Unless there’s an appeal of the project—which there undoubtedly will be—SunPower now has approval to build its 250 megawatt photovoltaic project in the Carrizo Plains, an environmentally sensitive area most known as a habitat for the endangered giant kangaroo rat and San Joaquin kit fox.
“This is a rock-and-a-hard-place kind of project and it has been from the beginning,” Commissioner Carlyn Christiansen said at the close of the public hearing.
Indeed, all commissioners (minus Dan O’Grady, who was out recovering from surgery) noted the precarious position of curbing greenhouse gas pollution, but creating other forms of collateral environmental damage in doing so.
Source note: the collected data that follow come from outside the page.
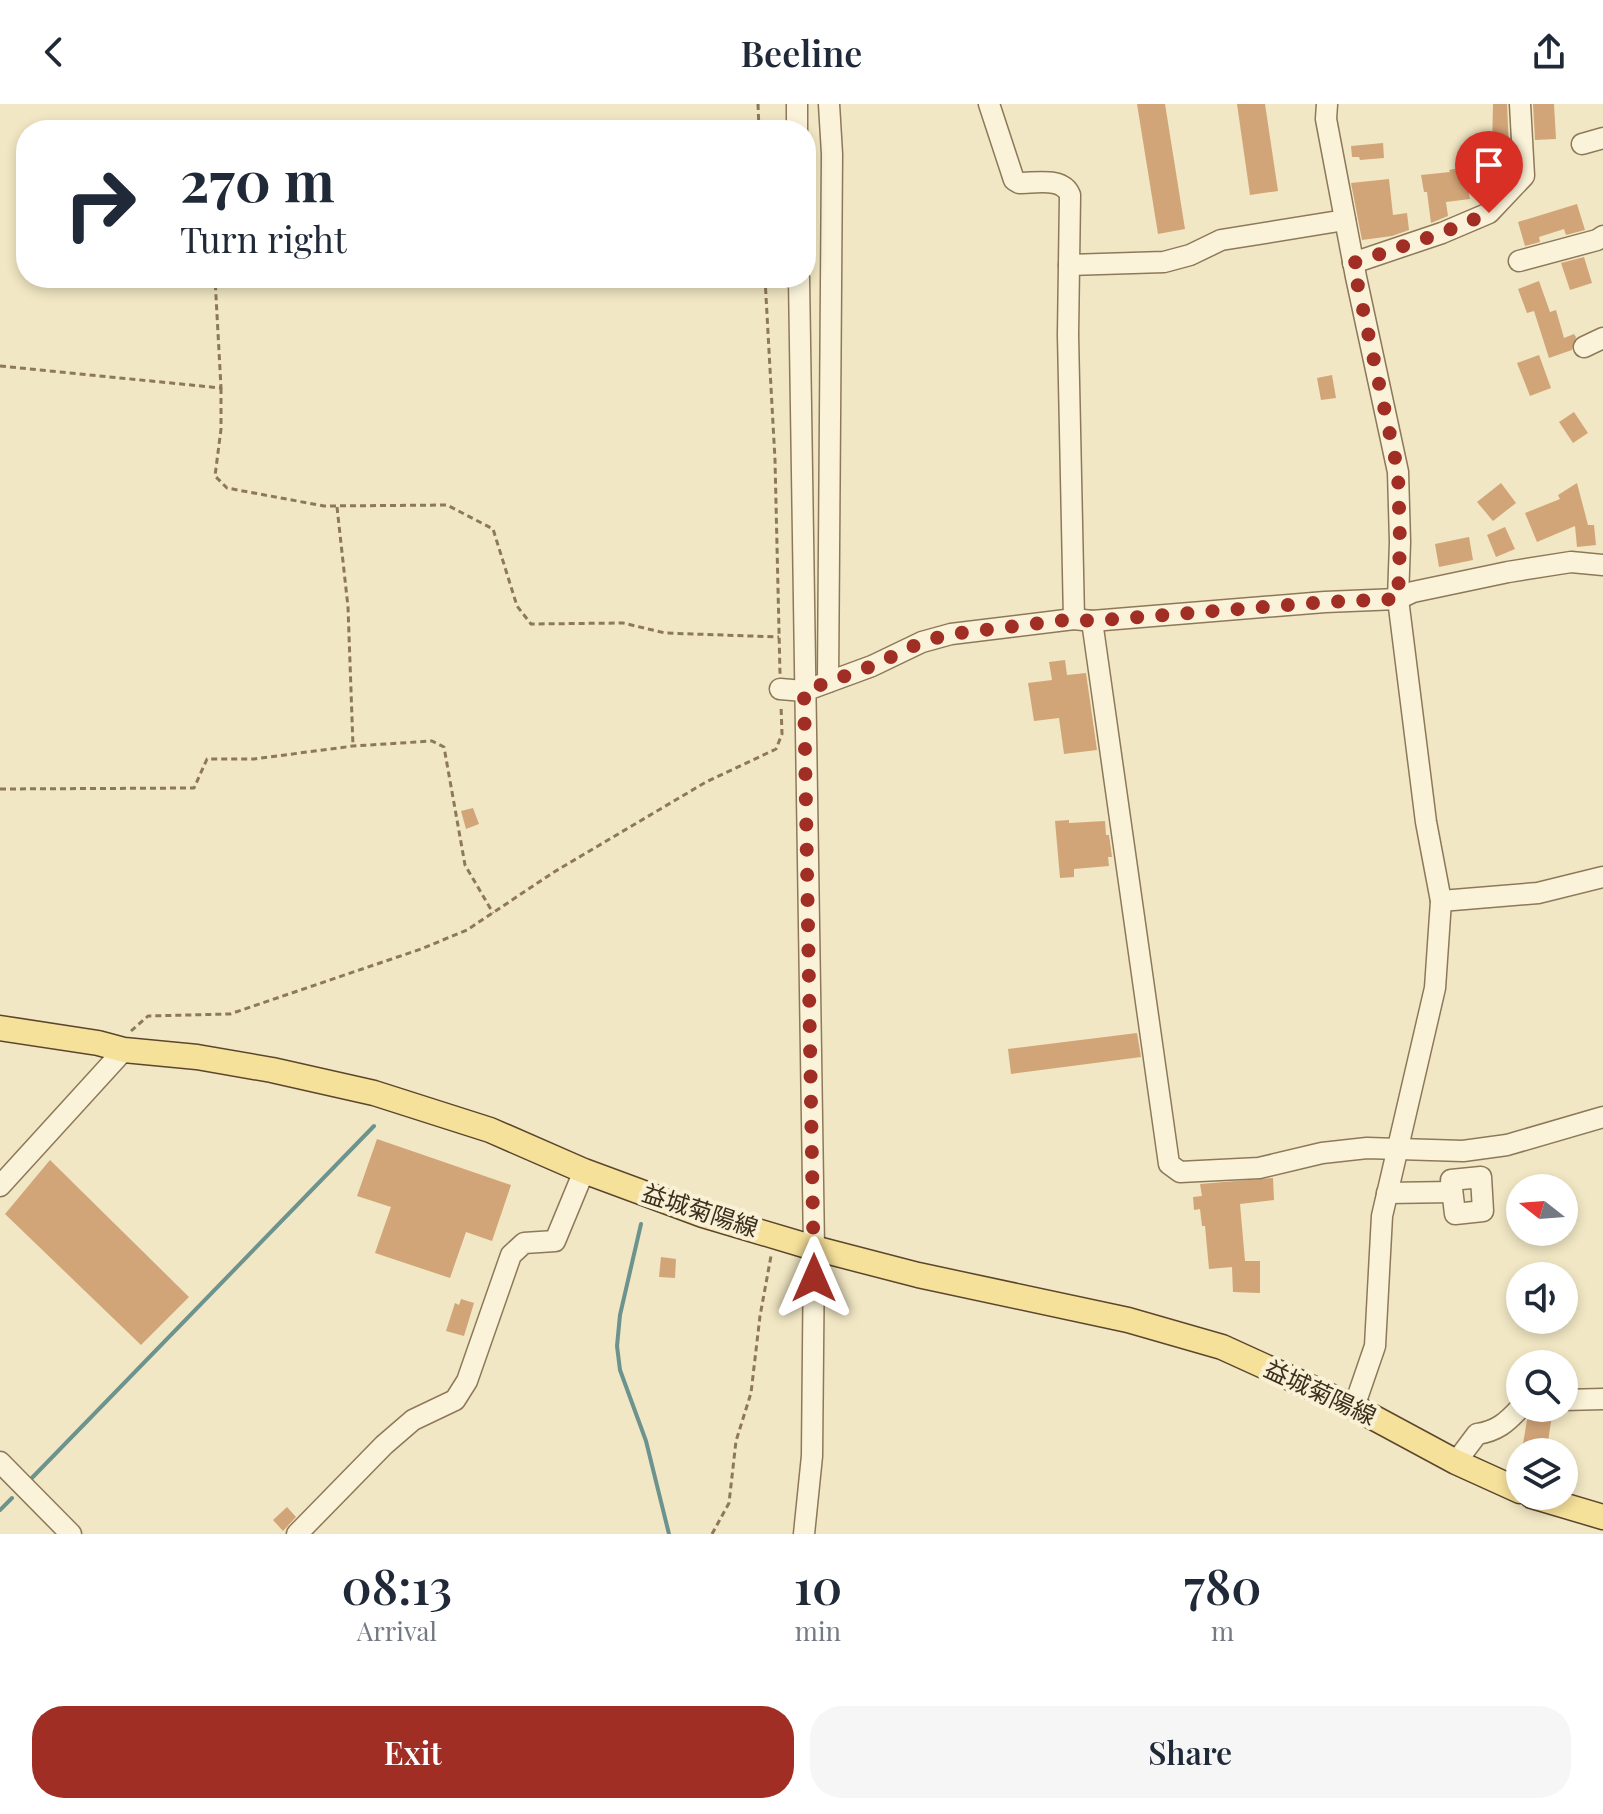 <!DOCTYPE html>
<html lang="en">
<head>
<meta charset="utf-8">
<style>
	body { margin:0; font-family:"Playfair Display","Noto Sans JP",serif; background:#f6f6f7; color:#1f2937; height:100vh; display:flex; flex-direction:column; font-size:30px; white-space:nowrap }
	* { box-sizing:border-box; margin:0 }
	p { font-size:26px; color:#747a83 }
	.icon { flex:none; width:44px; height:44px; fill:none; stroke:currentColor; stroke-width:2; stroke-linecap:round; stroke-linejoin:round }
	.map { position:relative; height:1430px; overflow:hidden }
	.sheet { display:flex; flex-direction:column; background:#fff; flex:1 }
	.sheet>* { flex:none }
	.top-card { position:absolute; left:16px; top:16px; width:800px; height:168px; border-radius:32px; box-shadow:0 4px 12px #0003; background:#fff; color:#1f2937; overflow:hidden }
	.needle { width:52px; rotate:287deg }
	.controls { position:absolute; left:1506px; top:1070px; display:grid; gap:16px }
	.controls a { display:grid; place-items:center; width:72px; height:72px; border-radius:50%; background:#fff; box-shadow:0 4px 12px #0003; font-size:40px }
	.pin { position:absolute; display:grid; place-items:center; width:68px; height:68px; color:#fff; margin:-82px -34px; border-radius:50% 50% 50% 0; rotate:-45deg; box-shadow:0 0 8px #0007 }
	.pin .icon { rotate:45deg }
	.me { position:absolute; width:88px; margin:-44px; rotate:0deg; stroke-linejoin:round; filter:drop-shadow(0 0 6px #0008) }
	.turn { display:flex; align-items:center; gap:28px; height:168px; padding:0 32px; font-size:36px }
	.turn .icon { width:104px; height:104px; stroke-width:2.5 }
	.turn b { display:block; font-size:56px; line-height:68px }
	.eta { display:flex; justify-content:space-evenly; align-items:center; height:136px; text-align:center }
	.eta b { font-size:48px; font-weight:600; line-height:56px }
	.button { display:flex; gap:16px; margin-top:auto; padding:16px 32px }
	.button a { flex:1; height:92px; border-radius:32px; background:#a12e25; color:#fff; font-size:32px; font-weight:600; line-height:92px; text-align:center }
	.button a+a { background:#f6f6f7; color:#1f2937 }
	header { display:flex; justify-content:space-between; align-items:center; height:104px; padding:0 32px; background:#fff; font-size:36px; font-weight:600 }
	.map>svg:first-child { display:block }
</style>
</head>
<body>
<header><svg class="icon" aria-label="back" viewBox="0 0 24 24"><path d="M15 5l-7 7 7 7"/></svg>Beeline<svg class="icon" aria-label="share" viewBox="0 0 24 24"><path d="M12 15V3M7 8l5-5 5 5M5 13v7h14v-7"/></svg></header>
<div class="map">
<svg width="1603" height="1430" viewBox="0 0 1603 1430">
	<rect width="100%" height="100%" fill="#f1e7c4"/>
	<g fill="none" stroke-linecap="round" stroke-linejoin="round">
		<g stroke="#6c938d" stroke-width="4">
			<path d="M641,1120l-21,91 -3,31 3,24 26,71 23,93"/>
			<path d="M28,1378l346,-356"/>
			<path d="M0,1406l12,-12"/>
		</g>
	</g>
	<g fill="#d2a578">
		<path d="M1137,0h28l20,125 -27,5z"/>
		<path d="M1237,0h28l13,87 -28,4z"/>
		<path d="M1493,0h14l2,43h-17z"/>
		<path d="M1533,0h21l2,35 -21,1z"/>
		<path d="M1383,39l1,15 -24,2 -1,-3h-7l-1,-11z"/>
		<path d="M1484,59l2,25 -18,1 2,10 -24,3 2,14 -17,7 -4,-31h-3l-3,-17 29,-3 -1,-2z"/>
		<path d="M1389,75l4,36 14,-2 2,17 -17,6 -30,4 -11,-57z"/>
		<path d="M1577,100l8,26 -19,5 -2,-6 -25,8 1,5 -15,4 -7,-24z"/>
		<path d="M1584,153l8,26 -22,7 -9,-27z"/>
		<path d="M1539,177l11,31 6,-2 8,28 10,-4 2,3 -4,13 -23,8 -15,-47 -7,2 -9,-24z"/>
		<path d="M1539,251l12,33 -21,8 -13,-33z"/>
		<path d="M1332,271l4,23 -15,2 -4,-22z"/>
		<path d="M1574,308l14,21 -15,10 -14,-21z"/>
		<path d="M1501,379l15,20 -23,18 -16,-19z"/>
		<path d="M1577,379l11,42h6l2,20 -19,2 -2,-21 -38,16 -12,-29 35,-14 -2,-4z"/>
		<path d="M1505,423l10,22 -19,8 -9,-22z"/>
		<path d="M1469,433l4,23 -34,7 -4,-23z"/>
		<path d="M1065,556l2,15 19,-2 11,77 -33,4 -5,-36 -25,3 -6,-38 24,-3 -3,-18z"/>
		<path d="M473,704l6,16 -13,5 -5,-18z"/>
		<path d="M1069,716v3l36,-2 1,14h3l3,22h-4l1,9 -35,3v8l-14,1 -5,-57z"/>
		<path d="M1137,929l4,24 -130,17 -3,-25z"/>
		<path d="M377,1035l134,46 -19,56 -26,-9 -16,46 -75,-25 16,-46 -34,-11z"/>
		<path d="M50,1056l139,137 -48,48 -136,-131z"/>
		<path d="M1273,1074l1,22 -34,4 5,57h15v32l-27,-1 -1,-25 -23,2 -4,-43h-3l-2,-17 -6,1 -1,-13 9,-1 -2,-12z"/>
		<path d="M661,1153l15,2 -1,19 -16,-1z"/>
		<path d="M461,1195l13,4 -10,33 -18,-5 9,-28 4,2z"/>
		<path d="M1532,1308l20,3 -5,33 -24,-4 4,-24z"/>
		<path d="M287,1403l9,10 -13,14 -10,-11z"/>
	</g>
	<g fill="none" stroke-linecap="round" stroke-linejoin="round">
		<g stroke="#8d7959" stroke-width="23">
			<g id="minor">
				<path d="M797,0v26"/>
				<path d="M989,0l25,76 5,3c18,0 44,-6 51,12l-2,140 6,284"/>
				<path d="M1327,0l-1,15 30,158 42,195 2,70 -2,57 28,223 15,79 -6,87 -53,228 -7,130 -21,61"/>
				<path d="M1582,40l21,-6"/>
				<path d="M1519,157l78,-21 6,-4"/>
				<path d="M1353,159l89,-30 47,-20 35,-37 -4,-72"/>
				<path d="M1069,161l95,-3 26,-7 31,-15 124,-20"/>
				<path d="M799,174l15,970 -2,208 -8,78"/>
				<path d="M1584,243l19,-9"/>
				<path d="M1092,517l77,543 11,8 79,-4 63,-15 45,-5 96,3 44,-6 96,-28"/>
				<path d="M828,578l4,-528 -3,-50"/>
				<path d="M780,585l24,2 68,-25 50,-24 29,-8 123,-15 18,2 233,-19 73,-3 15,-7 95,-20 63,-10 32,3"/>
				<path d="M1441,797l97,-8 65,-16"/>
				<path d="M1481,1073l2,34 -28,3 -4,-34z"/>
				<path d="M0,1082l124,-136"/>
				<path d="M1387,1089l65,-1"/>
				<path d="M1564,1296l39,-1"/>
				<path d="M0,1358l71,72"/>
				<path d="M1456,1358l21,-28c20,-3 29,-11 43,-26"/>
				<path d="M297,1430l87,-89 29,-25 42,-20 12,-19 44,-126 13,-12 31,-2 29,-70"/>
			</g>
		</g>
		<g stroke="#5b462d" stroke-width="27">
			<g id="major">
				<path d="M0,924l98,15 26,7 73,7 75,13 102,23 116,37 94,41 119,44 111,33 104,27 210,45 94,27 132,60 102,55 64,29"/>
				<path d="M1532,1392l71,21"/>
			</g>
		</g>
		<g stroke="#8d7959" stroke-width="3" stroke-dasharray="6 4" stroke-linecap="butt">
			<path d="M758,0l1,26"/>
			<path d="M765,174l10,182 5,214"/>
			<path d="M0,262l221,22 -6,-110"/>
			<path d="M221,284v41l-6,47 12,12 97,18 123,-1 46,24 24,77 14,18 92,-1 42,10 114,4"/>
			<path d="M337,403l11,100 5,139"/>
			<path d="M0,685l194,-1 13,-29h47l99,-13 79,-5 12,6 21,118 28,48"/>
			<path d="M131,927l17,-15 82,-2 191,-65 46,-19 87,-58 152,-90 70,-33 6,-15 -1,-29"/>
			<path d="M712,1430l17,-31 7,-62 15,-48 9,-77 11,-60"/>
		</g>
		<use href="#minor" stroke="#fbf3d9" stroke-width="20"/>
		<use href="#major" stroke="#f6e19b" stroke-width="24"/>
	</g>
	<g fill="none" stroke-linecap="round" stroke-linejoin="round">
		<path stroke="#a12e25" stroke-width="14" stroke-dasharray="0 25.2" d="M814,1174l-10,-587 68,-25 50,-24 29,-8 123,-15 18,2 233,-19 73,-3 2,-57 -2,-70 -45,-209 89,-30 47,-20"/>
	</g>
	<g text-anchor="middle" stroke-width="8" stroke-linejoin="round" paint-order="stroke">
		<g font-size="24" fill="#3d2f1e" stroke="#f8f1d5">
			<text transform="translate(700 1107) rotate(18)" y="8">益城菊陽線</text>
			<text transform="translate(1320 1289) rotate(25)" y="8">益城菊陽線</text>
		</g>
	</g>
</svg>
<div class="controls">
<a><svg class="needle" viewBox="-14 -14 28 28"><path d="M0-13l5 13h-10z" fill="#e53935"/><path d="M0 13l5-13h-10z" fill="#747a83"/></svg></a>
<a><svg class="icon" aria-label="sound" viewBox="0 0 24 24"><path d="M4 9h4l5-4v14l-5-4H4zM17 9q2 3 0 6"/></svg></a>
<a><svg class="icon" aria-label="search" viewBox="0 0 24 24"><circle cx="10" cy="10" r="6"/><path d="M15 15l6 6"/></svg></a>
<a><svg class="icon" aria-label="layers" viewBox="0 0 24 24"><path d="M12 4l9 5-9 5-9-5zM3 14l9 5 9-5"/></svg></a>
</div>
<div class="pin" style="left:1489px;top:109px;background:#d93025"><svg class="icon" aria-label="arrive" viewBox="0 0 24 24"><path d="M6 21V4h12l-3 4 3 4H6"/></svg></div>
<svg class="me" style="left:814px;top:1174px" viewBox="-20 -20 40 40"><path d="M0-17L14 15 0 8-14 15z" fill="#a12e25" stroke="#fff" stroke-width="4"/></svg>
<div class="top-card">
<div class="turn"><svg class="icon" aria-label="right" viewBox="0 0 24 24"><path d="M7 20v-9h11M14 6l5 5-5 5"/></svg><div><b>270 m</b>Turn right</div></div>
</div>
</div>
<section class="sheet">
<div class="eta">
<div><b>08:13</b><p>Arrival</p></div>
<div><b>10</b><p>min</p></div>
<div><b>780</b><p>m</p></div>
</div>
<div class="button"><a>Exit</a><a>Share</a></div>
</section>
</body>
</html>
Though no appeals had been filed as of press time, county planner and project manager John McKenzie anticipated something would come in a day or two before the March 10 deadline. If appealed, the project will go to the SLO County Board of Supervisors for final approval.
It will be a short breather for commissioners, who are scheduled to begin public hearings for First Solar’s Topaz Solar Farm on March 31, which, at about 4,000 acres and 550 megawatts, is twice the size of SunPower’s project.
Steve McMasters, the county project manager for that proposal, said there have been lessons learned from SunPower—which underwent intensive modifications as planning commissioners attempted to lessen the environmental impacts.
“There are some differences, but there are a lot of similarities,” McMasters said.